We were especially interested in separating formative from other assessment types. There was, and continues to be, a large body of research documenting the effectiveness of specific types of formative assessment approaches that are quite different from the commercial assessments being marketed as “formative.”
We are pleased our paper appears to have supported that distinction but remain concerned that we might have inadvertently suggested balanced assessment systems must be composed of formative, interim, and summative assessments, like selections from a prix fixe menu.
So, How do Interim Assessments Fit Within a Balanced System of Assessment?
The Center maintains a strong interest in interim assessments, which is why this year’s Reidy Interactive Lecture Series (RILS) focused on helping states and districts improve how they select, use, and evaluate interim assessments.
In our paper, we defined interim assessments as:
Assessments administered during instruction to evaluate students’ knowledge and skills relative to a specific set of academic goals in order to inform policymaker or educator decisions at the classroom, school, or district level. The specific interim assessment designs are driven by the purposes and intended uses, but the results of any interim assessment must be reported in a manner allowing aggregation across students, occasions, or concepts (emphasis added, Perie, et al., 2009, p.6).
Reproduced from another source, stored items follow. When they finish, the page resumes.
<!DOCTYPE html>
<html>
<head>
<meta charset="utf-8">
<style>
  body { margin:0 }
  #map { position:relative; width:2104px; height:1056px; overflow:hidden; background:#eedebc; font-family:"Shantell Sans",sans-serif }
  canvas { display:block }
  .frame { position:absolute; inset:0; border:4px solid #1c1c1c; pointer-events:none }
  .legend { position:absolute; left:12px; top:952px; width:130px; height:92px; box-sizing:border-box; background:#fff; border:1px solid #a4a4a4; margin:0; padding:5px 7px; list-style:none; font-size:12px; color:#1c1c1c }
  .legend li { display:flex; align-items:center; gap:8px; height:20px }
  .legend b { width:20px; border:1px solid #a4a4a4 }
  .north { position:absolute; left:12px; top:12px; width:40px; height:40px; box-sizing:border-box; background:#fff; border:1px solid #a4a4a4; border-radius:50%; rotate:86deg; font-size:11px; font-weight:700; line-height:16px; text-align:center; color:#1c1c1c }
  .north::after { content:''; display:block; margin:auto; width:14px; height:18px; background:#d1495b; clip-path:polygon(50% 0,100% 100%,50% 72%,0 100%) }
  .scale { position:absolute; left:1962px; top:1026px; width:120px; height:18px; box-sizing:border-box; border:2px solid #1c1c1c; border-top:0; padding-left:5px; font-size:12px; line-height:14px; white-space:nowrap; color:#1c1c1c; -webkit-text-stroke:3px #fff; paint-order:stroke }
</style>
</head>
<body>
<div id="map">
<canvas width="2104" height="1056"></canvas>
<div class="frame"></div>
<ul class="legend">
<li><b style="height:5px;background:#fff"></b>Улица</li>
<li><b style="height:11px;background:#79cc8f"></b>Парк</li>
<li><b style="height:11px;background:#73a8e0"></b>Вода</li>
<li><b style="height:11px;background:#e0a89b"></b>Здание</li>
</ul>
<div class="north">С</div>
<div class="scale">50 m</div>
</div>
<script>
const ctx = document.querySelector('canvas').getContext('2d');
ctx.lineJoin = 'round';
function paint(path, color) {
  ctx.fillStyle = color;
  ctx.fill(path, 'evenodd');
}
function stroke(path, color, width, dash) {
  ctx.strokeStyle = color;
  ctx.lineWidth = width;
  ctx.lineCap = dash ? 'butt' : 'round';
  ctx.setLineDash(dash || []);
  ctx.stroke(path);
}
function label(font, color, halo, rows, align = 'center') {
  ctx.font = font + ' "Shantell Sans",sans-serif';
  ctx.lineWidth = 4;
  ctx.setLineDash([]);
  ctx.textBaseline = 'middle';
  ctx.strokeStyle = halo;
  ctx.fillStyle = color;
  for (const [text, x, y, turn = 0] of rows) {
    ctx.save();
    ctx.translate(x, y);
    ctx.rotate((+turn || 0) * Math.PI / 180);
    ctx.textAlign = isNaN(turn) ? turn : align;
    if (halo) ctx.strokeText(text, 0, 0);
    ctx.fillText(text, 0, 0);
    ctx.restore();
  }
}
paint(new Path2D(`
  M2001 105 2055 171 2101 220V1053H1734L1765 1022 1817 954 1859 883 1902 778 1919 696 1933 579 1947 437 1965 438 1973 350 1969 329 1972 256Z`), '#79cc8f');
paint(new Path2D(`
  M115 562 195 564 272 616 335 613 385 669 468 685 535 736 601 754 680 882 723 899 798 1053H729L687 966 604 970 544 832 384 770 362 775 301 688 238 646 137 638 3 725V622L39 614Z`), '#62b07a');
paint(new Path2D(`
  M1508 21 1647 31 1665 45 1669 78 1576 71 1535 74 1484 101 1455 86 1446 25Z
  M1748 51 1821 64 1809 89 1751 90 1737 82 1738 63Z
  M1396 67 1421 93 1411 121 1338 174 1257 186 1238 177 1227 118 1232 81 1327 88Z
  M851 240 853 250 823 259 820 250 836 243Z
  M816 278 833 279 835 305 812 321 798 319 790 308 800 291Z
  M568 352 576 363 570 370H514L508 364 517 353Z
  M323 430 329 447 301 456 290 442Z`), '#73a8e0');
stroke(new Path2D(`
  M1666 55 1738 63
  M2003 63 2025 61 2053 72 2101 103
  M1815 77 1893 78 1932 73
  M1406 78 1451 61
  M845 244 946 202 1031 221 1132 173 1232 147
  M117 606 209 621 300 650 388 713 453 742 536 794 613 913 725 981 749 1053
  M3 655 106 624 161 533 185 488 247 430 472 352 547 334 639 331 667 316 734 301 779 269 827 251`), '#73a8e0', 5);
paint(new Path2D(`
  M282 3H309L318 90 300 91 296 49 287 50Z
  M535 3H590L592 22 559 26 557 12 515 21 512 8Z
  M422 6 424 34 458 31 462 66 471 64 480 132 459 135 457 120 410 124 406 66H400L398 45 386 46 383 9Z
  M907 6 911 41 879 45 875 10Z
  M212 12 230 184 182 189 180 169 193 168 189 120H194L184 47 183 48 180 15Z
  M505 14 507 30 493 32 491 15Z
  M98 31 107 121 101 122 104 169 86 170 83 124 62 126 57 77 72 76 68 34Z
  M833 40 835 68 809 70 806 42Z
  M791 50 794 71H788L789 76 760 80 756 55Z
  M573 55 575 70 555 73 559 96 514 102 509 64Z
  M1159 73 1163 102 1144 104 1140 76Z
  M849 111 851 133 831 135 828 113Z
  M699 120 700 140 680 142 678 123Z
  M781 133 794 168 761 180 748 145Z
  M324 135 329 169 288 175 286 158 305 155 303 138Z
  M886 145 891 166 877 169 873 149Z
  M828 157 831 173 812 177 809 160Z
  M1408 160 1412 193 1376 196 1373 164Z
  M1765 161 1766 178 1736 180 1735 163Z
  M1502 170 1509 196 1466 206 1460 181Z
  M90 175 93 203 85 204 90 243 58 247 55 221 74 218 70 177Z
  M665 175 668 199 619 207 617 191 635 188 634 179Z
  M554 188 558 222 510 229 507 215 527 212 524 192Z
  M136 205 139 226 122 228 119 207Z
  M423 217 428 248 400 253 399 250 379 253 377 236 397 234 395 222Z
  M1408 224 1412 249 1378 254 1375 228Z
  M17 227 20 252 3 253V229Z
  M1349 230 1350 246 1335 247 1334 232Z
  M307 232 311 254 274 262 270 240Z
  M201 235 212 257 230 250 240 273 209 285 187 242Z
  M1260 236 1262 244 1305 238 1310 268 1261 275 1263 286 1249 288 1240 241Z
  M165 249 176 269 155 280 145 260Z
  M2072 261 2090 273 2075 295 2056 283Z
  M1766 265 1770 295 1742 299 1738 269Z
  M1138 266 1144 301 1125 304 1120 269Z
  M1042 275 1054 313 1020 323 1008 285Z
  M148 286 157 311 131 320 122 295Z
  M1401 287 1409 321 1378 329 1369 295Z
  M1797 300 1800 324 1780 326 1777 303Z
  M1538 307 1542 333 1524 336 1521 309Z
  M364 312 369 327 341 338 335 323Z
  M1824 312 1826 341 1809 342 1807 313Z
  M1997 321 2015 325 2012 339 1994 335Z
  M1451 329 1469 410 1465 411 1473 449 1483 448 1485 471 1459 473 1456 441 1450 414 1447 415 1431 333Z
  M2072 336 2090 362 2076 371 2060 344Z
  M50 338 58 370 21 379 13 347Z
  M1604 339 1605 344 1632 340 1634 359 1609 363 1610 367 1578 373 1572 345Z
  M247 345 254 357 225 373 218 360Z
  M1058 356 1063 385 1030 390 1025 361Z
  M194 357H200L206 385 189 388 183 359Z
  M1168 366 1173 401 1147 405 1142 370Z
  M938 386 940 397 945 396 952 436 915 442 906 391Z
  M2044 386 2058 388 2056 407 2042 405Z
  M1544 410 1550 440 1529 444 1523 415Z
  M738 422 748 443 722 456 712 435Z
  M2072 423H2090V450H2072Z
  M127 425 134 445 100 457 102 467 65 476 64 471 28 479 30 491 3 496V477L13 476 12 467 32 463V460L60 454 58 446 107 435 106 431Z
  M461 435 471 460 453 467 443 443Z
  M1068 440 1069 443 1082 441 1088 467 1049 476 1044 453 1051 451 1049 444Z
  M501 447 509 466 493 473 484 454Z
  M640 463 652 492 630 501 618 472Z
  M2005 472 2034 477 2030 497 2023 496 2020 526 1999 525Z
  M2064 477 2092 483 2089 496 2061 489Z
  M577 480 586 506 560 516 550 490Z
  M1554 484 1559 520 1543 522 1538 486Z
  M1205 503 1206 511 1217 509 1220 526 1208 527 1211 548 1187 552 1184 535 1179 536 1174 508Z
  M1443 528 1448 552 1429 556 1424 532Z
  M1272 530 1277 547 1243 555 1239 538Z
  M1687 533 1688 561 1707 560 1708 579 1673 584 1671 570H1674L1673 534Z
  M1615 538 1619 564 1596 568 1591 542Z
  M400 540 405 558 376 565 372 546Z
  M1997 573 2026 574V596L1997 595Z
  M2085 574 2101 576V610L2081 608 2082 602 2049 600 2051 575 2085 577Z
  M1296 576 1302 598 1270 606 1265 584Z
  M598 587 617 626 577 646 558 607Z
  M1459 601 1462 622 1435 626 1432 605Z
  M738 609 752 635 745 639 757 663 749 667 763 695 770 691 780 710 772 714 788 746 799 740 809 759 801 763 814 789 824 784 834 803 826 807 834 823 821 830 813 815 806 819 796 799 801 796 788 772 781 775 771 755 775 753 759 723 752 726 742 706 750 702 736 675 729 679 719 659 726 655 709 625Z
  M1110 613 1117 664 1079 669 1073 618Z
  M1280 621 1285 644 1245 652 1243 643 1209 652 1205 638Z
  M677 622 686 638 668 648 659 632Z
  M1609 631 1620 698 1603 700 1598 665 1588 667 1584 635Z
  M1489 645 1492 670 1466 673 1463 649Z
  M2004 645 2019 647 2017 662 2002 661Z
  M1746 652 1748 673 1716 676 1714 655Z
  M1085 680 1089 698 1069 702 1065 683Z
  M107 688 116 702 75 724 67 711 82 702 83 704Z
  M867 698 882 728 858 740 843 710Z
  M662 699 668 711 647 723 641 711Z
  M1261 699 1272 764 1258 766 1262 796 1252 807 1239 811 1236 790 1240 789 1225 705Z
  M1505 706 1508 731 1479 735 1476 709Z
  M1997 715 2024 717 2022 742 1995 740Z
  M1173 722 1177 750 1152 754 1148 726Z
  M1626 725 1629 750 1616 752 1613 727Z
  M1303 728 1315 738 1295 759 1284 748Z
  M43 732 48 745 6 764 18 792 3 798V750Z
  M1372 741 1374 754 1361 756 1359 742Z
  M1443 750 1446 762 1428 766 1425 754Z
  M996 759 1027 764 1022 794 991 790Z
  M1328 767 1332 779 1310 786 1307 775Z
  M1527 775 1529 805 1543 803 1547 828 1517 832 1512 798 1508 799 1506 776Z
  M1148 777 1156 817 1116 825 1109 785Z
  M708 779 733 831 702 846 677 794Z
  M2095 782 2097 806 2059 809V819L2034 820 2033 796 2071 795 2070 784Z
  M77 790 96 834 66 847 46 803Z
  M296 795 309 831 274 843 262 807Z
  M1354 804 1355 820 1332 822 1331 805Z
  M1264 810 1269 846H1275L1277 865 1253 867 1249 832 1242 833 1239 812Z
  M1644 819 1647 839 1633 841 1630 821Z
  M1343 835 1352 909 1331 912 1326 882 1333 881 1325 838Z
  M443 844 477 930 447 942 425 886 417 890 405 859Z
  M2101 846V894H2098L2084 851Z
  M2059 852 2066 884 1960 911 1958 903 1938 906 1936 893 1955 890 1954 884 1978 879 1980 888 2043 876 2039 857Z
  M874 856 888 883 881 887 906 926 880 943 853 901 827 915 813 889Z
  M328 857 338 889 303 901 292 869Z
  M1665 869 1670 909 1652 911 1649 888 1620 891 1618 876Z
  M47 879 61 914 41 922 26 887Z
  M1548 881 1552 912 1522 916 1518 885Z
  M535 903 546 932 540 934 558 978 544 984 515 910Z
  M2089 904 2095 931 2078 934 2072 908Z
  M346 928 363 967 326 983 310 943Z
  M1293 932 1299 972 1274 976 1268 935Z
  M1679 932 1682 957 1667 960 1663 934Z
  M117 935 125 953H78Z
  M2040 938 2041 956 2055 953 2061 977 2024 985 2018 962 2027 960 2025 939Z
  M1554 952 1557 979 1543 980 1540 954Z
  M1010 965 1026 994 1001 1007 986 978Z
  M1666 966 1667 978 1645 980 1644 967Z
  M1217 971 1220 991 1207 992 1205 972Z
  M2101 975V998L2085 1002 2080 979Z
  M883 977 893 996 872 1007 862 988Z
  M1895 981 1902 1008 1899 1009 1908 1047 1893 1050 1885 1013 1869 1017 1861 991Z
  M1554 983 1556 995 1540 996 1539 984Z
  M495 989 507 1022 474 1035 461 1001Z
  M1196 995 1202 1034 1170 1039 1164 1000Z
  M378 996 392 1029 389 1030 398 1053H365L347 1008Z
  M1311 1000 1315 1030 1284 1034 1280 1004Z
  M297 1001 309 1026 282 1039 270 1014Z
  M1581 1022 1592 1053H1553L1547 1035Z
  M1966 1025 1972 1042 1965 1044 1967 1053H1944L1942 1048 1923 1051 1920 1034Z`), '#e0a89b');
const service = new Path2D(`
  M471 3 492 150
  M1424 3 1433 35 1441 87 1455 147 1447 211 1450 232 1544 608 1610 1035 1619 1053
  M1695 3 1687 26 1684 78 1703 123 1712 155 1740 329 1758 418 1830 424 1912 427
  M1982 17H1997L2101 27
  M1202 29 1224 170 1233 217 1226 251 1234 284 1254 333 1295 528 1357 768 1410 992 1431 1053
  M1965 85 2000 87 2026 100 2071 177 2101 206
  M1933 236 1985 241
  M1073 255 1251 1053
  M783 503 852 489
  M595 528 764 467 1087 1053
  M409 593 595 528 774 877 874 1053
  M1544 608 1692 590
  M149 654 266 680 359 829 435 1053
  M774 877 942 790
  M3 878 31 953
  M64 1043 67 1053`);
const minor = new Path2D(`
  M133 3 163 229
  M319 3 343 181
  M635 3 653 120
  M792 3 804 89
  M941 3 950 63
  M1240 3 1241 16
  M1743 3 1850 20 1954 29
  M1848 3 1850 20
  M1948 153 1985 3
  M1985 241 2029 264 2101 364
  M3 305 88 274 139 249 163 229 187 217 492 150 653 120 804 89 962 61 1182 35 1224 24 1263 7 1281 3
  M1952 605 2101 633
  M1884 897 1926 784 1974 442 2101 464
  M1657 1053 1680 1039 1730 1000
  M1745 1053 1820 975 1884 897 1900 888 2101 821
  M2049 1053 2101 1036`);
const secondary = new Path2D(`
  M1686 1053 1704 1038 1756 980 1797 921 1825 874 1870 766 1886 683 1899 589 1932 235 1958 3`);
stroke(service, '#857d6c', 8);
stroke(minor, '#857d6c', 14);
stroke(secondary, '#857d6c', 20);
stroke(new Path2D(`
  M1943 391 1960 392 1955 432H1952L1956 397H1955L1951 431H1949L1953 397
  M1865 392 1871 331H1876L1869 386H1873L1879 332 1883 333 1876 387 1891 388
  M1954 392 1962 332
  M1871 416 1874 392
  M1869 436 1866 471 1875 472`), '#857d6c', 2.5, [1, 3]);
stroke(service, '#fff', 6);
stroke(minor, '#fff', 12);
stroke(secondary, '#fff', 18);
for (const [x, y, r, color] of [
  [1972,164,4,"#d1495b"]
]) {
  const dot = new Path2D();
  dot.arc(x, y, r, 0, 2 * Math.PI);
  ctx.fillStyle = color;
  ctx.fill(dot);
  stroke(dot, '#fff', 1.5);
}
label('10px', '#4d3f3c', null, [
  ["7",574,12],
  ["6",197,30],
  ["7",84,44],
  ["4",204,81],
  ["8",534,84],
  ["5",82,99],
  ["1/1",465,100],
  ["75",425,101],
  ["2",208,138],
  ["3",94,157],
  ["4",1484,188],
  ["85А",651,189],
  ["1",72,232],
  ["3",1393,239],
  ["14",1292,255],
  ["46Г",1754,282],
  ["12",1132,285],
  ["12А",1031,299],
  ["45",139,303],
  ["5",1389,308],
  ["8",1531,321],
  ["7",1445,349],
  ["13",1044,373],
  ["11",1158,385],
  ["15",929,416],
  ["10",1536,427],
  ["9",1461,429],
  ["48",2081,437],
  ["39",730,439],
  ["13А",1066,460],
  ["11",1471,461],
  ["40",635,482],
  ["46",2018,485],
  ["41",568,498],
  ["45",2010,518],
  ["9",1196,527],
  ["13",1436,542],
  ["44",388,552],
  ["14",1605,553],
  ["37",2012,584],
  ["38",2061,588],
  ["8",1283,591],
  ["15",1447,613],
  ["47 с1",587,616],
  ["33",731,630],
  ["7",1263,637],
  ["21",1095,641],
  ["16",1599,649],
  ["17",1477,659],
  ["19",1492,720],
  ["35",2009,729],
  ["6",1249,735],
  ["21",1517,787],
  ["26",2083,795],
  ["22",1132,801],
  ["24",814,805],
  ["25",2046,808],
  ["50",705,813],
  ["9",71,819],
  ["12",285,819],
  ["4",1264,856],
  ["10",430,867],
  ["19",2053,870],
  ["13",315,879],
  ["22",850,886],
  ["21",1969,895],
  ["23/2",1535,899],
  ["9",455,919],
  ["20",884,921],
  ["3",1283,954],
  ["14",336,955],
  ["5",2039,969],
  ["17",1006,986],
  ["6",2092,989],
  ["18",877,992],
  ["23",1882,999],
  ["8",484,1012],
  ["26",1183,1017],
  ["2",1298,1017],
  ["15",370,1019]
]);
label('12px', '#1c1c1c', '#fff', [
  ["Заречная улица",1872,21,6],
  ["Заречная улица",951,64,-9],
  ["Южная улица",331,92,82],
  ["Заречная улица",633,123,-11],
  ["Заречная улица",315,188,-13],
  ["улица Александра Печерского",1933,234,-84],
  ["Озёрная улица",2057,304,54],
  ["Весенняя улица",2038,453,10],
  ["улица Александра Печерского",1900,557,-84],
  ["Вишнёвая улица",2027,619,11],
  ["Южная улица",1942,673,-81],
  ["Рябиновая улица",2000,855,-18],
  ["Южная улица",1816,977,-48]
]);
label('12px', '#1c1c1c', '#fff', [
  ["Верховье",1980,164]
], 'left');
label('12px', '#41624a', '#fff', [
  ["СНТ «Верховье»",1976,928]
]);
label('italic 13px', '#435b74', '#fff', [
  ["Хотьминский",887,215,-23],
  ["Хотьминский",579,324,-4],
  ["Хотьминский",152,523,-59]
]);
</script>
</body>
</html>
I highlighted the importance of purposes and intended uses from our 2009 definition above because the lack of specificity and lack of evidence regarding intended uses remains one of the biggest concerns about the proliferation of commercial interim assessments. The Center’s Chris Domaleski discussed this challenge in his closing remarks at RILS, and his comments have been eloquently summarized here.
Further, Brian Gong persuasively articulated in this paper and for a recent Centerline post the criticality of specifying the intended uses of an interim assessment in order to evaluate claims about the assessment results.
The limited evidence tied to stated purposes and uses gets at the heart of my concerns about the fit of interim assessments within balanced assessment systems. To be fair, we have similar concerns about over-promises with large-scale summative assessments, but that’s a topic for another post.
Addressing Our Concerns About the Role of Interim Assessments Within Balanced Assessment Systems
Well-designed and thoughtfully-selected interim assessments may support the balance of district and state assessment systems. My concerns about interim assessments are due in part because of the prominent place they occupy in the education assessment space. This concern led my colleagues and me to question whether commercial interim assessments could play a useful role in balanced systems of assessment (Marion, Thompson, Evans, Martineau, & Dadey).
In this recent paper (A Tricky Balance), we reviewed the key criteria—coherence, comprehensiveness, continuity, efficiency, and utility—that define a balanced assessment system (NRC, 2001). All are important, but coherence sheds light on whether or how interim assessments fit within a balanced assessment system. We discussed both vertical and horizontal coherence, noting an assessment system is vertically coherent when there is compatibility among the models of student learning underlying the system’s various assessments (NRC, 2006). Horizontal coherence is the alignment among curriculum, instruction, and assessment with the goal of helping students develop proficiency in a content domain (NRC, 2006).
Both vertical and horizontal coherence is necessary for assessment systems to be balanced, but both are difficult to achieve when commercial interim assessments are included as part of the mix of district assessments. If such assessments are based on an explicit model of learning (and it is not clear that most are), it is incredibly unlikely for the same model of learning to be found in each district where the assessments are being used. Therefore, the interim assessment results could be sending mixed or even incorrect signals about what students have learned relative to how they were expected to develop in a content domain.
Horizontal coherence is just as important because the assessment must be well-aligned with the enacted curriculum and instruction to support grounded interpretations of student learning. Horizontal coherence is necessary to support interventions for specific students or for evaluating/monitoring larger-scale programs.
Interim Assessments Need a Defined Role That Supports Educators
My focus on coherence and specificity of claims reveals my pessimism about the role of interim assessments in balanced systems of assessment. What would it take to change my view? First, building off of Chris Domaleski’s latest post, assessment providers and users need to clearly articulate their intended uses and provide evidence to support those uses. To illustrate one purpose—instruction—I previously named five features necessary for innovative assessments to support instructional uses.
Brian Gong went further by arguing that users and providers need to describe the specific instructional approaches prior to identifying the assessment features necessary to support such uses. For example, determining what students have learned in a unit just taught requires a different assessment design than understanding their preparation for an upcoming unit – even though both would qualify as instructional uses.
Beyond meeting coherence requirements and having evidence to support specific uses, interim assessments must have a defined role in the system that does not lead to unintended negative consequences such as the delegitimizing of teachers’ assessment knowledge and interpretations. In other words, interim assessments should support increasing teachers’ assessment literacy and not be seen as the official record of student learning in spite of considerable information available from classroom assessments.
Finally, interim assessments need to straddle the conflicting demands of providing a 30,000-foot comparative view compared with customized information to meet each school and district’s needs. Clearly, to satisfy many purposes, the custom approach needs to be prioritized, but that is not how most commercial interim assessments operate.
Therefore, I return to where I began; commercial interim assessments have a limited role, at best, in balanced systems of assessment, and any role must be supported by positive evidence that outweighs negative consequences.